Die jungen Mitarbeiter lernen Berufe wie Vermessungstechniker, Verwaltungsfachangestellte oder Kaufmann und Kauffrau für Büromanagement. In diesem Jahr starten auch wieder Studierende im dualen Studiengang „Bachelor of Arts – Soziale Arbeit“. Die Studierenden im Bereich „Bachelor of Laws – Öffentliche Verwaltung“ wurden am Donnerstag zu Beamten auf Widerruf ernannt.

Computer für den Nachwuchs

Allen Neuzugängen überreichte der Landkreis erstmals Notebooks für die Zeit der Ausbildung. Landrat Sternberg sagte in seiner Rede zu seinen jungen Mitarbeitern: "Sie werden an vielen verschiedenen Schreibtischen und Computern während ihrer Ausbildung in der Kreisverwaltung sitzen. Aber der Laptop ist ihr ganz persönlicher."

Auch Vivien Chan, 18, aus Parchim und Charleen Kampe, 18, aus Domsühl erhielten am Donnerstag ihre Ausbildungsverträge. Die beiden Frauen machten ihr Abitur am Friedrich-Franz-Gymnasium in Parchim und gehörten sogar zu einem gemeinsamen Abschlussjahrgang.

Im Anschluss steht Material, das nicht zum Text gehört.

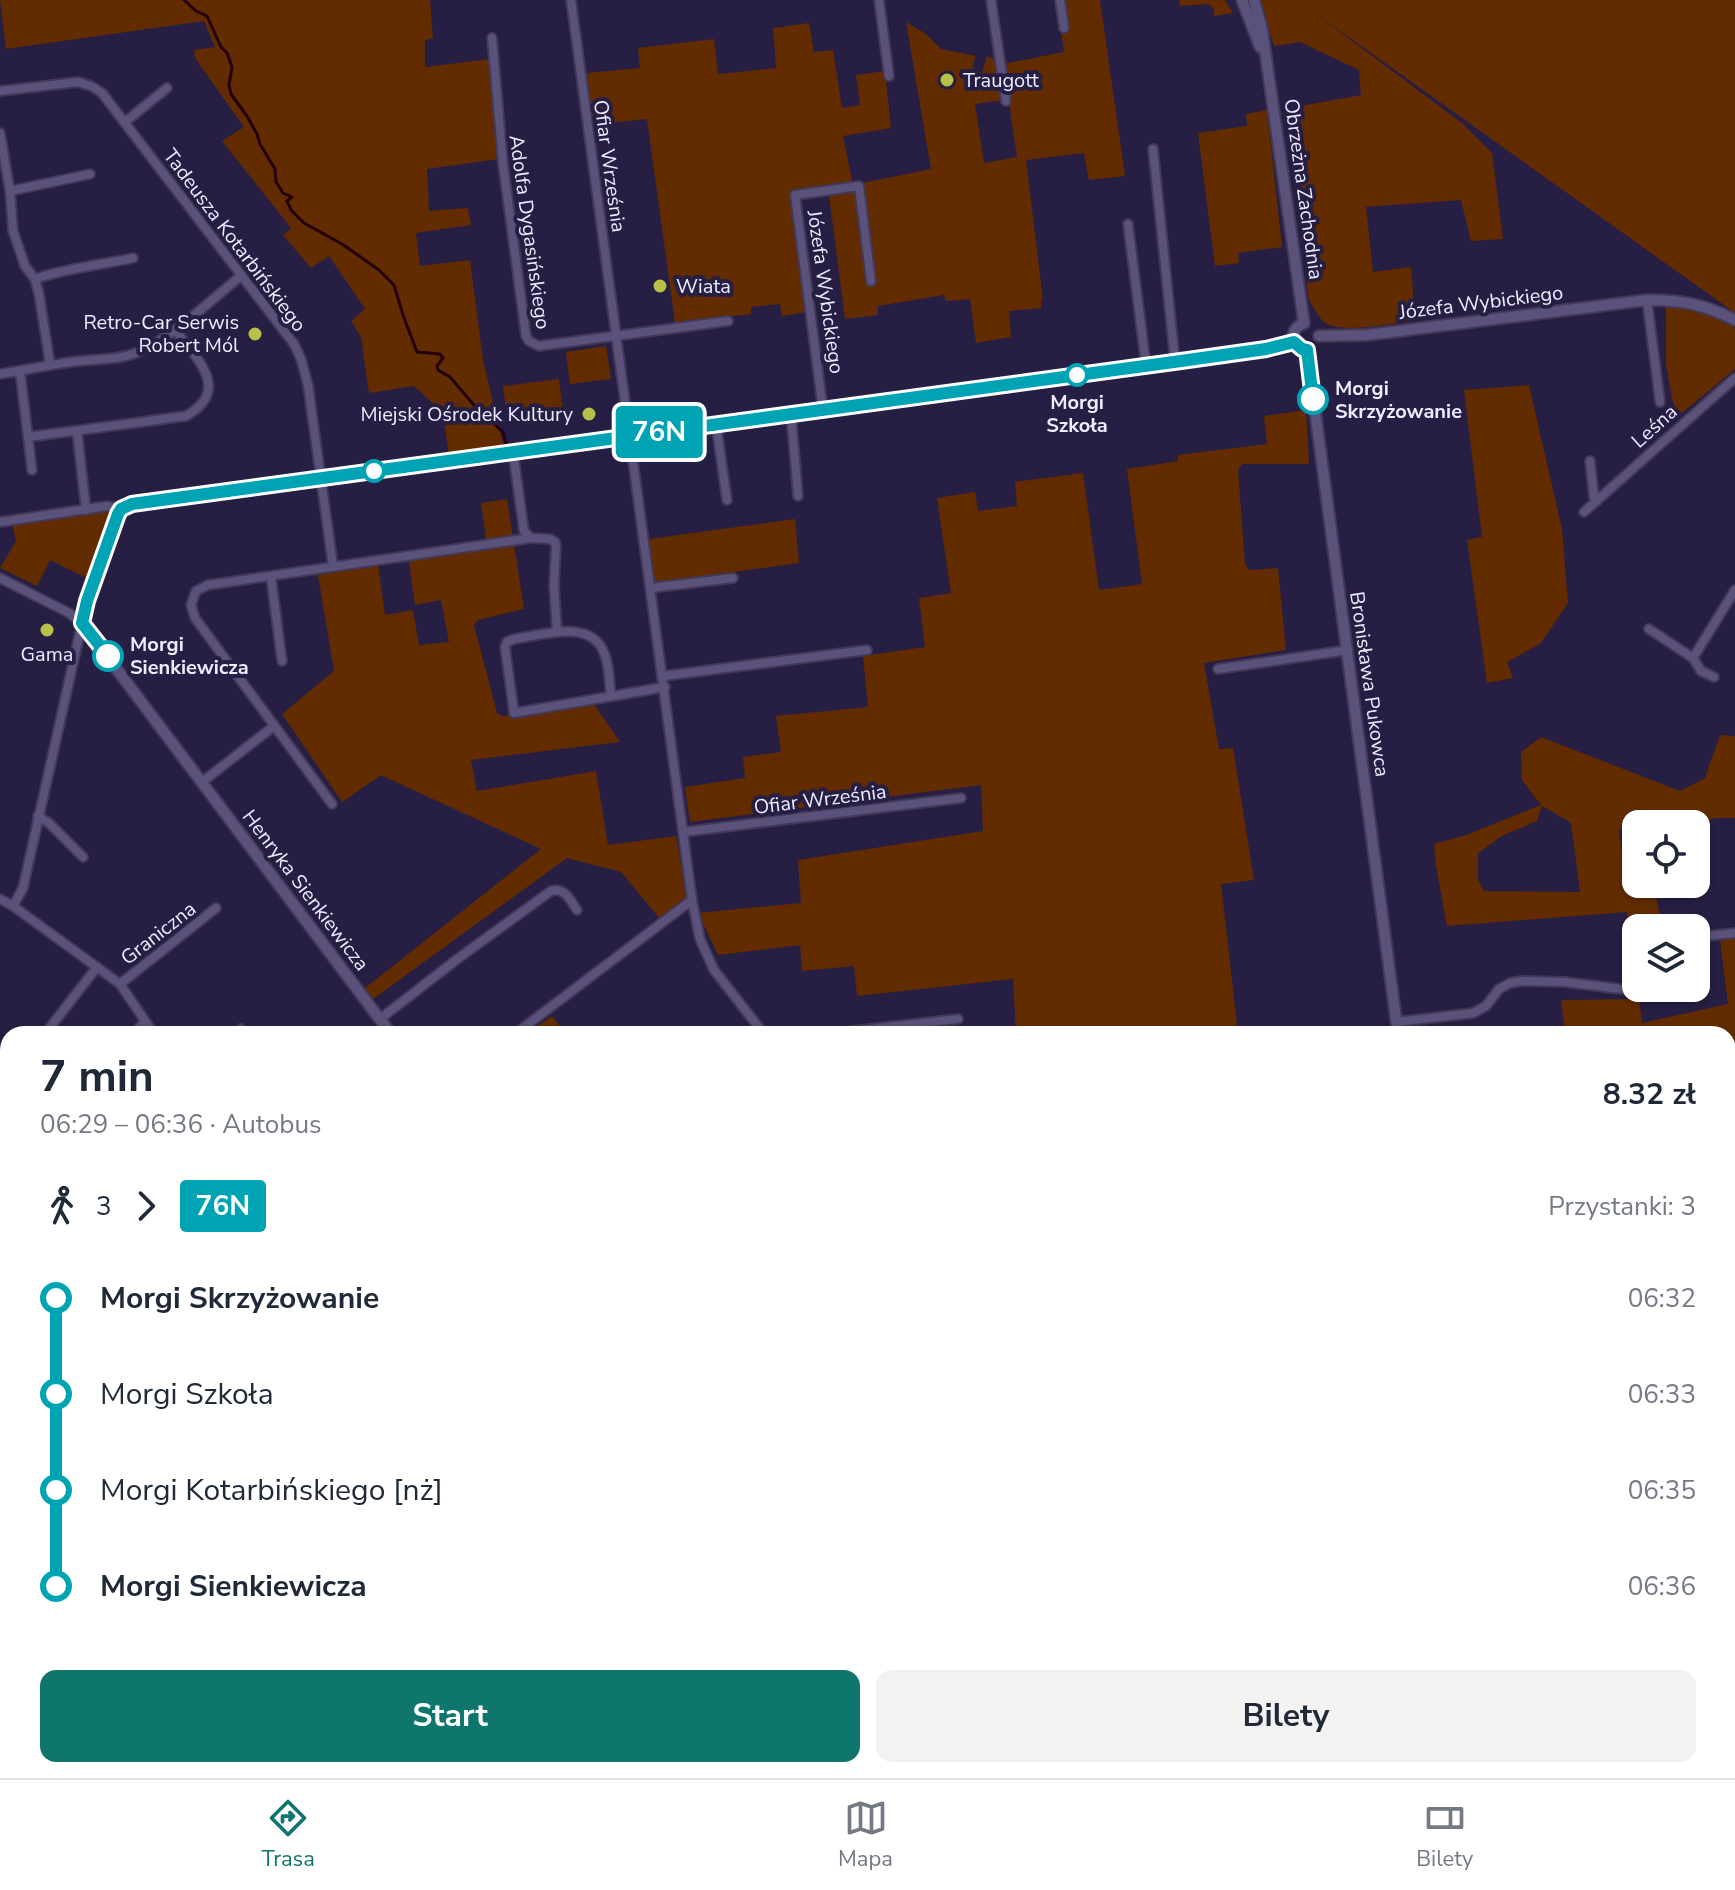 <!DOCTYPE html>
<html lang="pl">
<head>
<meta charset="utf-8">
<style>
	:root { --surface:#fff; --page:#f2f2f3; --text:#1f2937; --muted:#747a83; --line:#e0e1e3; --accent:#0f766e }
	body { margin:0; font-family:"Nunito Sans",sans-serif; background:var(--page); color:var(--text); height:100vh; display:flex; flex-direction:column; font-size:30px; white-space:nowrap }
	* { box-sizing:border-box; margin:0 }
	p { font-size:26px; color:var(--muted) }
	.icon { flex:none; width:44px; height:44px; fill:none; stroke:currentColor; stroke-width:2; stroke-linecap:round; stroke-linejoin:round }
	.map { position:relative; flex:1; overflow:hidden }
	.panel { position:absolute; left:0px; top:1026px; width:1736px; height:752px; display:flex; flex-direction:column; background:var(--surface); border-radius:24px 24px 0 0; box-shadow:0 2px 6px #0004 }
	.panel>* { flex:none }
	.badge { padding:0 16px; border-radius:6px; font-size:28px; line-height:52px }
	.buttons { position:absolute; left:1622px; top:810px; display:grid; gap:16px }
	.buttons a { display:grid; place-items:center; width:88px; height:88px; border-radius:16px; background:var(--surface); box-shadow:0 2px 6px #0004; font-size:40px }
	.map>.badge { position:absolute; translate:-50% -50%; box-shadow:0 0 0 4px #fff }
	.legs { display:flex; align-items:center; gap:12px; height:88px; padding:0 40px; font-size:26px }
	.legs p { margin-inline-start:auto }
	.head { display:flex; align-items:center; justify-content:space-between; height:136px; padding:0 40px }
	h1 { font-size:44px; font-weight:700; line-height:60px }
	.primary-button { display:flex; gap:16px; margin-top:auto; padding:16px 40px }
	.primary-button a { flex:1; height:92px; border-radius:16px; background:var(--accent); color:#fff; font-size:32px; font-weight:700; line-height:92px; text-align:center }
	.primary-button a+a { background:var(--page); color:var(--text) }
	ul { padding:0 40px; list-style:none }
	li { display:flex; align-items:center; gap:28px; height:96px; font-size:30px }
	li i { display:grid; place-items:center; width:12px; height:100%; margin:0 10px; background:currentColor }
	li i::after { content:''; width:20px; height:20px; margin:-10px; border:6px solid; border-radius:50%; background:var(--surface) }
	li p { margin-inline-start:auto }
	li:first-child i { background:linear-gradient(#0000 50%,currentColor 0) }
	li:last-child i { background:linear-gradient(currentColor 50%,#0000 0) }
	.tabs { display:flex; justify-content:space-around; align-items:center; height:112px; border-top:2px solid var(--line); background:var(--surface); font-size:22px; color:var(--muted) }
	.tabs a { display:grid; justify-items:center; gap:4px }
	.tabs .on { color:var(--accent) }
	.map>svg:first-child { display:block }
	.green { fill:#622c00; fill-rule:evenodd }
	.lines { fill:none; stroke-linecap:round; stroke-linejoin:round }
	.stream { stroke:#220010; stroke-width:3 }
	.minor-casing { stroke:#423857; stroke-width:12 }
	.tertiary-casing { stroke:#423857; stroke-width:14 }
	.minor { stroke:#5a527b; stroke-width:8 }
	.tertiary { stroke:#5a527b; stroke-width:10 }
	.line-1-casing { stroke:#fff; stroke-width:18 }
	.line-1 { stroke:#00a3b4; stroke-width:12 }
	.poi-dot { fill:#b8c147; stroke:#271e43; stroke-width:3 }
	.stop-1-dot { fill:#fff; stroke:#00a3b4; stroke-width:4 }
	.labels { text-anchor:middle; stroke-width:8; stroke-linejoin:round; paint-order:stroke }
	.poi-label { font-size:20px; fill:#eeebff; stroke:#271e43; text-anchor:start }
	.street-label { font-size:20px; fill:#eeebff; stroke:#271e43 }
	.stop-label { font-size:20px; font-weight:bold; fill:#eeebff; stroke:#271e43; text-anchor:start }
</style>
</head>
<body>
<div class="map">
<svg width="1735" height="1778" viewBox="0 0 1735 1778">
	<rect width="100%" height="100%" fill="#271e43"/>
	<g class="green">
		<polygon points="0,0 430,0 433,38 425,40 425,67 499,58 506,158 427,169 429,211 468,208 471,225 416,233 420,266 470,260 483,360 504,448 449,456 443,413 414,386 369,393 361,337 351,321 365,309 329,256 311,268 283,235 291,228 222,141 244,127 195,58 194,50 215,47 204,21 6,49"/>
		<path d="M1057,0H1100L1125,176L1089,180L1084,153L1026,160L1043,300H1041V308L1009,311L1011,337L976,343L970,299L946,301L944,295L878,306V315L845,319L828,187L790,193L807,312L782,316L780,304L751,307V314L675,323L647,119L593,125L587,73L640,68L638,48L714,39L718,74L776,68L773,28L809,23L814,52L833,50L842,108L860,105L856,75L885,71L891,128L843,136L853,185L931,169L906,22L926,34L941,49L976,56L972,67L982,73L987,56L1003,64L1064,52ZM1003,100L1009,103L1017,157L984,163L975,104Z"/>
		<polygon points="1179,0 1225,0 1233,13 1214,16 1214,10 1209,4 1180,6"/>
		<path d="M1259,0H1735V313L1311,10L1463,124L1492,153L1503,239L1471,241L1461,200L1366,207L1373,272L1411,267L1415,320C1395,323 1339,335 1324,322C1318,317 1314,307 1309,301L1284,109L1361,95L1359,70L1300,42L1274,46Z"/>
		<polygon points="1267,110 1282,247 1238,253 1239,263 1215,266 1198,133 1247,126 1246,114"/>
		<path d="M1666,304C1691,308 1714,313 1735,328V369L1676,418L1666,365Z"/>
		<polygon points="606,346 611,379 570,384 566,352"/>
		<polygon points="559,379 564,417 508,424 503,386"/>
		<polygon points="1529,385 1562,529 1568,603 1541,643 1507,662 1513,678 1487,683 1467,540 1482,537 1464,390"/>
		<polygon points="1306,410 1309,464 1242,464 1238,470 1245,565 1250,570 1278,568 1286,650 1204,663 1219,749 1233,748 1254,880 1221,884 1238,1034 1016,1034 1013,979 857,996 854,966 802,971 800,945 718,955 698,913 801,903 798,860 983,831 981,785 690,822 685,787 745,778 743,757 781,752 776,716 868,707 863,656 925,647 919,598 951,593 937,498 975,492 978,511 1017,506 1015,482 1083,473 1099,590 1142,584 1127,469 1178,461 1178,455 1267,444 1264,416"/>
		<polygon points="507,499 524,609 478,620 474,625 497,713 503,716 594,704 620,742 471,760 477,791 596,771 608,845 676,836 687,898 660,919 621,872 567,858 373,999 365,988 541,849 381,775 342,802 282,714 334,671 318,575 378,565 385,615 413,610 419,645 449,642 441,600 415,605 409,562 482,543 486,537 481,503"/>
		<polygon points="109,509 114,514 89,579 50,560 37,586 0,568 16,541 12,523"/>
		<polygon points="795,519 799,563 655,583 649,539"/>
		<path d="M1720,735L1735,736V818H1716L1696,825L1636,824V834L1619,829L1625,874H1636V884H1654L1662,928H1636V944L1634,945L1627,912L1447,926L1436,866L1434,844L1466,835L1541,805L1522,780L1521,752L1541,737L1680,791L1705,778ZM1542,806L1571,823L1580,892L1484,891L1478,880V853L1502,836L1537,821Z"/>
		<polygon points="1735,937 1735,1042 1730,1043 1733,1095 1728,1104 1728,1034 1565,1034 1561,1000 1639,999 1642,1023 1728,1004 1720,940"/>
		<polygon points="552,1016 566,1034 526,1034"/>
		<polygon points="0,1157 8,1162 8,1247 0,1259"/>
		<polygon points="1728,1222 1735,1227 1735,1300 1728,1300"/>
		<polygon points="0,1288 8,1294 8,1390 0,1385"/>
		<polygon points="8,1425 8,1470 0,1465 0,1440"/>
		<polygon points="8,1609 8,1770 16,1770 0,1778 0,1610"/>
		<polygon points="1735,1758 1735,1778 1490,1778 1491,1770 1728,1770 1728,1761"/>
		<polygon points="464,1770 509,1770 517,1778 469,1778"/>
		<polygon points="734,1770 853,1770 847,1778 726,1778"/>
		<polygon points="1261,1770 1324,1770 1327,1778 1240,1778"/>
		<polygon points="1408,1770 1476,1770 1474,1778 1385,1778"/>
	</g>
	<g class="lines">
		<polyline class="stream" points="184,0 196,11 207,16 221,47 227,53 232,67 229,85 231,94 247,116 257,134 260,144 275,169 276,182 283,193 292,197 287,201 291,210 304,223 342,244 379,270 394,285 403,315 417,352 440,354 443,358 437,366 438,370 450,377 473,404 503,432 506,443"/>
		<defs>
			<g id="minor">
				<polyline points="571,0 692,900 700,939 714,970 764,1034"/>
				<polyline points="879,0 889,76"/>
				<polyline points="991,0 1006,101"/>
				<polyline points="1060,0 1064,28"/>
				<polyline points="492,38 503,164 526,336 529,341 539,346 728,321"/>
				<polyline points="0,91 78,82 91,86 102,93 294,344 301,359 308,385 333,566"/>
				<polyline points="125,122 167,88"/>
				<polyline points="0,133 10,191 13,231 25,266 35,279 39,294 50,364"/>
				<polyline points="1153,149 1175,361"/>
				<polyline points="10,191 90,174"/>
				<polyline points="1128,224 1146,365"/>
				<path d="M35,279C66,268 101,265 133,258"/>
				<polyline points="1647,300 1660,402"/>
				<polyline points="20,371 32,470"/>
				<path d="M0,374C26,370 52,364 79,361C97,359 116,360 133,354C168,342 212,299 242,275"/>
				<polyline points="823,410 795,195 859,186 871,281"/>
				<polyline points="791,414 798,496"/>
				<polyline points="716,424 727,500"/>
				<polyline points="77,431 86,510"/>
				<path d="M28,437L186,416C232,390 197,359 175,330"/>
				<polyline points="513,452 524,531 531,538 550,539 555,542 556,546 554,585 557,632"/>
				<polyline points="1590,461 1594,497 1597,501"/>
				<polyline points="1584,512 1735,378"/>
				<polyline points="0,522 107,506 121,509"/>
				<polyline points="271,577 282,661"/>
				<polyline points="0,578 69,613 82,623 23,888 13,906"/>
				<polyline points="650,588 733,578"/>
				<polyline points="1649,629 1693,658 1701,671 1714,677"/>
				<polyline points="1693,658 1735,590"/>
				<polyline points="1218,669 1348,650"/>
				<polyline points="663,676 867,650"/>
				<path d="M611,696C609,682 610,666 604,653C591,618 542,635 514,639L507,642L505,647L514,713L665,687"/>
				<polyline points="202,782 274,726"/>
				<polyline points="332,804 195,618 191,605 196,591 208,585 531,538"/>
				<polyline points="38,816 49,823 83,857"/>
				<polyline points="683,832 961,798"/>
				<polyline points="0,899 13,906 120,984 154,1034"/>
				<polyline points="1696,937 1735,933"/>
				<polyline points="120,984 216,908"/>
				<path d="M380,1019L460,957L551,891C565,887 570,900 577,910"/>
				<polyline points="1397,1022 1473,1013 1486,1006 1499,989 1510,983 1522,981 1565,982 1637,991 1643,988"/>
				<polyline points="45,1034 97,967"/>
				<polyline points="133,1034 145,1022"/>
				<polyline points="235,1034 241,1029"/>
				<polyline points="515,1034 692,900"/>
				<polyline points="826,1034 958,1019"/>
				<polyline points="1728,1224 1735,1228"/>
				<polyline points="293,1770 296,1778"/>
				<polyline points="384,1770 388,1778"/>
				<polyline points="513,1770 520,1778"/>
				<polyline points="18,1778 33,1770"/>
				<polyline points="143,1778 148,1770"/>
			</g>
			<g id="tertiary">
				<polyline points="1242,0 1260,47"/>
				<polyline points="1254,0 1262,29 1304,323"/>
				<path d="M1319,336L1367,335L1647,300C1681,300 1704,304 1735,320"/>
				<path d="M1294,342C1292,332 1295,327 1304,323"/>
				<polyline points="1307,350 1398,1034"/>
				<path d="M391,1034L82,623C91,586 104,543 121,509L132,504L1181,361L1266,349L1294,342"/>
				<polyline points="1728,1685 1735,1685"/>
				<polyline points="940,1770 946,1778"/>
				<polyline points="1217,1778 1238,1770"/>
			</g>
		</defs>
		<use href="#minor" class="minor-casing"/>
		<use href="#tertiary" class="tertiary-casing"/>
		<use href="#minor" class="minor"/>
		<use href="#tertiary" class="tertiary"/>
	</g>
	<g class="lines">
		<defs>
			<polyline id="line-1" points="108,656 82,623 87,601 118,514 121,509 132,504 1181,361 1266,349 1294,342 1302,349 1307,350 1313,399"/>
		</defs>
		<use href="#line-1" class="line-1-casing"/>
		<use href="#line-1" class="line-1"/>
	</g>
	<g class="poi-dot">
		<circle cx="947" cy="80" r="8"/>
		<circle cx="660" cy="286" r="8"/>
		<circle cx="255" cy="334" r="8"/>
		<circle cx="589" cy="414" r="8"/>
		<circle cx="47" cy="630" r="8"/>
	</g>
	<g class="stop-1-dot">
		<circle cx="1077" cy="375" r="10"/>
		<circle cx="1313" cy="399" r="14"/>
		<circle cx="374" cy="471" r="10"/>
		<circle cx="108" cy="656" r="14"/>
	</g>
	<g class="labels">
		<g class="poi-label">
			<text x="963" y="87">Traugott</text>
			<text x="676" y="293">Wiata</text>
			<text x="239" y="329" text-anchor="end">Retro-Car Serwis<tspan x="239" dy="23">Robert Mól</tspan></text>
			<text x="573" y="421" text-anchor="end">Miejski Ośrodek Kultury</text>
			<text x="47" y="661" text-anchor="middle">Gama</text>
		</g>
		<g class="street-label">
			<text transform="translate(610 166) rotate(82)" y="7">Ofiar Września</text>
			<text transform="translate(1304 189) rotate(82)" y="7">Obrzeżna Zachodnia</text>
			<text transform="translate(530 232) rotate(82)" y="7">Adolfa Dygasińskiego</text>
			<text transform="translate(235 240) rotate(53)" y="7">Tadeusza Kotarbińskiego</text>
			<text transform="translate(826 292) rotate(82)" y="7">Józefa Wybickiego</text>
			<text transform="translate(1481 302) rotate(-7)" y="7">Józefa Wybickiego</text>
			<text transform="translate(1654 426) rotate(-42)" y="7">Leśna</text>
			<text transform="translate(1370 684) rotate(82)" y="7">Bronisława Pukowca</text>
			<text transform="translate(820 799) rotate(-7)" y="7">Ofiar Września</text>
			<text transform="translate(306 890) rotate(53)" y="7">Henryka Sienkiewicza</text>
			<text transform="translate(158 933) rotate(-38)" y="7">Graniczna</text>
		</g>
		<g class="stop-label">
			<text x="1335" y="395">Morgi<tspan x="1335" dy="23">Skrzyżowanie</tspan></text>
			<text x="1077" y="409" text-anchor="middle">Morgi<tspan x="1077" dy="23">Szkoła</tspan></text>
			<text x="130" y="651">Morgi<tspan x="130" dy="23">Sienkiewicza</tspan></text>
		</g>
	</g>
</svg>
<div class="buttons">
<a><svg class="icon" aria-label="locate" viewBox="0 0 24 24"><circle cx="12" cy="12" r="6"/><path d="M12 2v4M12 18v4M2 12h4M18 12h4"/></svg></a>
<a><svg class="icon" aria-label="layers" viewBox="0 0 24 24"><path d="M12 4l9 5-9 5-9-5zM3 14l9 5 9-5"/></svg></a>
</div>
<b class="badge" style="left:659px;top:432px;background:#00a3b4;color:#fff">76N</b>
<section class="panel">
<div class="head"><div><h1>7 min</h1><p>06:29 – 06:36 · Autobus</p></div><b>8.32 zł</b></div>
<div class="legs"><svg class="icon" aria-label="walk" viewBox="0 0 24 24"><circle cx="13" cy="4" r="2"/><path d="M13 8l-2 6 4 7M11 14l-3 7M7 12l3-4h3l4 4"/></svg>3<svg class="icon" aria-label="forward" viewBox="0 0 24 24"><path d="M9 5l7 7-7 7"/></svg><b class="badge" style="background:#00a3b4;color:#fff">76N</b><p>Przystanki: 3</p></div>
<ul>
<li><i style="color:#00a3b4"></i><b>Morgi Skrzyżowanie</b><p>06:32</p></li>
<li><i style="color:#00a3b4"></i><span>Morgi Szkoła</span><p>06:33</p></li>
<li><i style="color:#00a3b4"></i><span>Morgi Kotarbińskiego [nż]</span><p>06:35</p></li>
<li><i style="color:#00a3b4"></i><b>Morgi Sienkiewicza</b><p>06:36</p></li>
</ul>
<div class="primary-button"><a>Start</a><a>Bilety</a></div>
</section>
</div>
<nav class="tabs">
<a class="on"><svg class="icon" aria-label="directions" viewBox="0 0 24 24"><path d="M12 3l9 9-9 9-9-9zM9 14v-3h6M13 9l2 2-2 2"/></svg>Trasa</a>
<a><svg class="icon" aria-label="map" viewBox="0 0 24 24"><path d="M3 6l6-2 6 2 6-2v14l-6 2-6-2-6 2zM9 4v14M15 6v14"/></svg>Mapa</a>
<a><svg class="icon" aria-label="tickets" viewBox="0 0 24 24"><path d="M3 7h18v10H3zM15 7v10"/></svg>Bilety</a>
</nav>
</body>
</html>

Vivien Chan hatte bereits Erfahrung in der Verwaltung gesammelt und entschied sich deshalb für die Ausbildung: "Ich habe ein Praktikum beim Kreis gemacht, welches mir sehr gut gefallen hatte." Charleen Kampe war hin- und hergerissen zwischen dem Beruf der Polizistin oder der Verwaltungsfachangestellten. "Ich wollte gerne in der Heimat leben und arbeiten. Der Kreis ist ein sehr familienfreundlicher Arbeitgeber ohne Schichtdienst und die Ausbildung ist gut organisiert." Sie entschied sich für den Landkreis.

Mit dem neuen Jahrgang wächst die Zahl der Azubis und Studenten, die beim Kreis arbeiten, auf insgesamt 60. Dabei sank die Zahl der Auszubildenden in den vergangenen Jahren langsam, aber konstant. Von 24 im Jahr 2018 auf 22 im Jahr 2019 und 19 in diesem Jahr.